╭─ AVAILABLE RECORDS

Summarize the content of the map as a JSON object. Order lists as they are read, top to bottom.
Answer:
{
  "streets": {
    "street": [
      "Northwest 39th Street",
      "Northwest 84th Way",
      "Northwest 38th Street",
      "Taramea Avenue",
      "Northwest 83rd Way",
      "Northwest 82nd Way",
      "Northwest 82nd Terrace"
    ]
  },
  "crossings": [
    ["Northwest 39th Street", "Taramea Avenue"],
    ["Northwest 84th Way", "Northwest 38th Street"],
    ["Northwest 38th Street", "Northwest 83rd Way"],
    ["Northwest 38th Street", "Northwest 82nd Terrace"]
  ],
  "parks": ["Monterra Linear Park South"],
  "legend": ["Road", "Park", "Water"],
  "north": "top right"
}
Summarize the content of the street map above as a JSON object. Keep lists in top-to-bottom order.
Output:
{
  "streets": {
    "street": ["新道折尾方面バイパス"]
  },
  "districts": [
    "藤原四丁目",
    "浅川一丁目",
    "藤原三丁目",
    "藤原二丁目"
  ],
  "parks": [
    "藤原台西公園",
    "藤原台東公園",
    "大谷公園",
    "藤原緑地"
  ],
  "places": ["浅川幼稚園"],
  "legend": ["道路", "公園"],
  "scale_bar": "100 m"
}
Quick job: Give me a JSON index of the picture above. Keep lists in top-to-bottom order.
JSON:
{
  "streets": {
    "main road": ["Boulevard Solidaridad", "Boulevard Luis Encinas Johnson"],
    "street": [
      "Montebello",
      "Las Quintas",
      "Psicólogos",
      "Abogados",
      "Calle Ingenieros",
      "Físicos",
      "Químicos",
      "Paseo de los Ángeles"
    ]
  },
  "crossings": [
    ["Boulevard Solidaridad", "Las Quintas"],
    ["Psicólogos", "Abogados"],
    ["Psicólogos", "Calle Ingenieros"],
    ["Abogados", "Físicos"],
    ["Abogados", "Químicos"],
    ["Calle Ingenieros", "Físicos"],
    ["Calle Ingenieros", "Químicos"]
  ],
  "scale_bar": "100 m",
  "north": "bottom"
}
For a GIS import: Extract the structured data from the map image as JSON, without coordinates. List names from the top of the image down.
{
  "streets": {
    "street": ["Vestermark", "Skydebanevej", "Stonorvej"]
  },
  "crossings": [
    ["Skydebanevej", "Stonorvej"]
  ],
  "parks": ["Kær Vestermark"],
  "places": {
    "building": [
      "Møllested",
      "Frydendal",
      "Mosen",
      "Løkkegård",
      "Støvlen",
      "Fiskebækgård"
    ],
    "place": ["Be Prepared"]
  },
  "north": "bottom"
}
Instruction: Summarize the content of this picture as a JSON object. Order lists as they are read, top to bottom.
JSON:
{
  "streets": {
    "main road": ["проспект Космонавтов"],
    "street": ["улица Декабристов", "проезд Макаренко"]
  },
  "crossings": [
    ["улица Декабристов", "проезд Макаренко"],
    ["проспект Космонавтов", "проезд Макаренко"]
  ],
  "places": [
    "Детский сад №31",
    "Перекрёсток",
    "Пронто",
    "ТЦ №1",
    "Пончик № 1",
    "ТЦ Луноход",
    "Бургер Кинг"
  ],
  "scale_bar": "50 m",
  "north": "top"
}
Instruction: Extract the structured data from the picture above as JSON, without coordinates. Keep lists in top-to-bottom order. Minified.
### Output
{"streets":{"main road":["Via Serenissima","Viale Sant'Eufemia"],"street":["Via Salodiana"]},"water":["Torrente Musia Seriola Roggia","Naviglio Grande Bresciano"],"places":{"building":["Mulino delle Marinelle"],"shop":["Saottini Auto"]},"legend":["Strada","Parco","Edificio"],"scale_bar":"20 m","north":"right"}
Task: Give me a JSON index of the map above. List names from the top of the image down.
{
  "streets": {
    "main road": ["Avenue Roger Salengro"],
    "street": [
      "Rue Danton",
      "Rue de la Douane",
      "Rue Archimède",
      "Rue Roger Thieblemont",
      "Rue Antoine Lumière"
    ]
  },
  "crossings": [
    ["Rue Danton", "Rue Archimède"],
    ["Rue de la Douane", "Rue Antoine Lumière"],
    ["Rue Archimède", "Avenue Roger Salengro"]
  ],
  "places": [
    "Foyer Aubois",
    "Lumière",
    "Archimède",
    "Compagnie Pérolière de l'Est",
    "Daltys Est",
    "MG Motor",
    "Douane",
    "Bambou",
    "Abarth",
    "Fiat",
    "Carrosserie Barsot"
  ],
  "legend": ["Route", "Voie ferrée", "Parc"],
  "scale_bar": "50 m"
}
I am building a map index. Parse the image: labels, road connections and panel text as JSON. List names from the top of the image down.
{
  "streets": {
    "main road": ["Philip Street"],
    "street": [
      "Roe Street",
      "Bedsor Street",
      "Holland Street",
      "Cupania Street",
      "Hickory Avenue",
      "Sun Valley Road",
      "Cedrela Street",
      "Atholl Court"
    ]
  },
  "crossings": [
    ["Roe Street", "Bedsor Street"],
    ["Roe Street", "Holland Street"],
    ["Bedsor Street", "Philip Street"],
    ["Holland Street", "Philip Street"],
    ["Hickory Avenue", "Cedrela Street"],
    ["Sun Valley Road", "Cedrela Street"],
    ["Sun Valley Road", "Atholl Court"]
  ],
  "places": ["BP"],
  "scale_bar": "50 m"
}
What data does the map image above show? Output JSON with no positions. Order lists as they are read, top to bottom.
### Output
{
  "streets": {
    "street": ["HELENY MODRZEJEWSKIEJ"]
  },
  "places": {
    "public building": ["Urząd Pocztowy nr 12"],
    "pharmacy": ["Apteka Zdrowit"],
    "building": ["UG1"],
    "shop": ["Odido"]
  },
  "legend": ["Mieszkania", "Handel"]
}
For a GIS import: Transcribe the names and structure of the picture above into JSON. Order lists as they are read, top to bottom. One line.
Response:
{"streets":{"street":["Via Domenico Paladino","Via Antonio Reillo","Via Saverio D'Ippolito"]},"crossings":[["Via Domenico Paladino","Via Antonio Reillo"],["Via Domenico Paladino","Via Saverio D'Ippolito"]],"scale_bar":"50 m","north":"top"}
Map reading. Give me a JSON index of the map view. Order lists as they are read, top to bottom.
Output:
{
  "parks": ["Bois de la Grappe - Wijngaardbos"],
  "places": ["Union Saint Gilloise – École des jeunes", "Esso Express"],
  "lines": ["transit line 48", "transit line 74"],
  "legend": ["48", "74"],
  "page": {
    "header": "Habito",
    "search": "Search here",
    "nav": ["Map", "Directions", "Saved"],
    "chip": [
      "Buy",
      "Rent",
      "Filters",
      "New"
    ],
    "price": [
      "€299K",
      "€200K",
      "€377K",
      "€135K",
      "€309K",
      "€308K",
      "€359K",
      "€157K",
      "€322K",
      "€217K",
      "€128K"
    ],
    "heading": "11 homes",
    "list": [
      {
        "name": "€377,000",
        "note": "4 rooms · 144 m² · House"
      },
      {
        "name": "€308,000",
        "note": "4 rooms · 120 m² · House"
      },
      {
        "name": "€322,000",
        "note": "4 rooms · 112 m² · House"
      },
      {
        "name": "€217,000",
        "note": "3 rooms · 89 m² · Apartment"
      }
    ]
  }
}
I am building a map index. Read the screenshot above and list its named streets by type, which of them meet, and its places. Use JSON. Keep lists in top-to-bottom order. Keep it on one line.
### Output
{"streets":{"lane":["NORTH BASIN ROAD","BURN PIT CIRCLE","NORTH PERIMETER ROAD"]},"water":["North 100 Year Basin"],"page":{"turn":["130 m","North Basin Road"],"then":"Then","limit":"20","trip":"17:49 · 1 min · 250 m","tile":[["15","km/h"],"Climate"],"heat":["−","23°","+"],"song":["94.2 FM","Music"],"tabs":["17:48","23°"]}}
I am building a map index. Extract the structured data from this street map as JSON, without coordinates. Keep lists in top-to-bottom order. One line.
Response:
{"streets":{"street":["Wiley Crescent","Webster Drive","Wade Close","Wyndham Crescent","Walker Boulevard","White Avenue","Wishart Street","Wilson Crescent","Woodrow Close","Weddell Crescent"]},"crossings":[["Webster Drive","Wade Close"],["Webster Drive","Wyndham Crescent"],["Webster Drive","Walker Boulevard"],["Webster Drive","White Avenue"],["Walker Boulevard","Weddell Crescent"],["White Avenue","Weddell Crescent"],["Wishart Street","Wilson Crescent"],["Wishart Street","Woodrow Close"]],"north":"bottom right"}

╰─

▶ YOUR OBJECTIVE: Going through the data above, return each line with the word "Instruction".

▶ OUTPUT:
Instruction: Summarize the content of this picture as a JSON object. Order lists as they are read, top to bottom.
Instruction: Extract the structured data from the picture above as JSON, without coordinates. Keep lists in top-to-bottom order. Minified.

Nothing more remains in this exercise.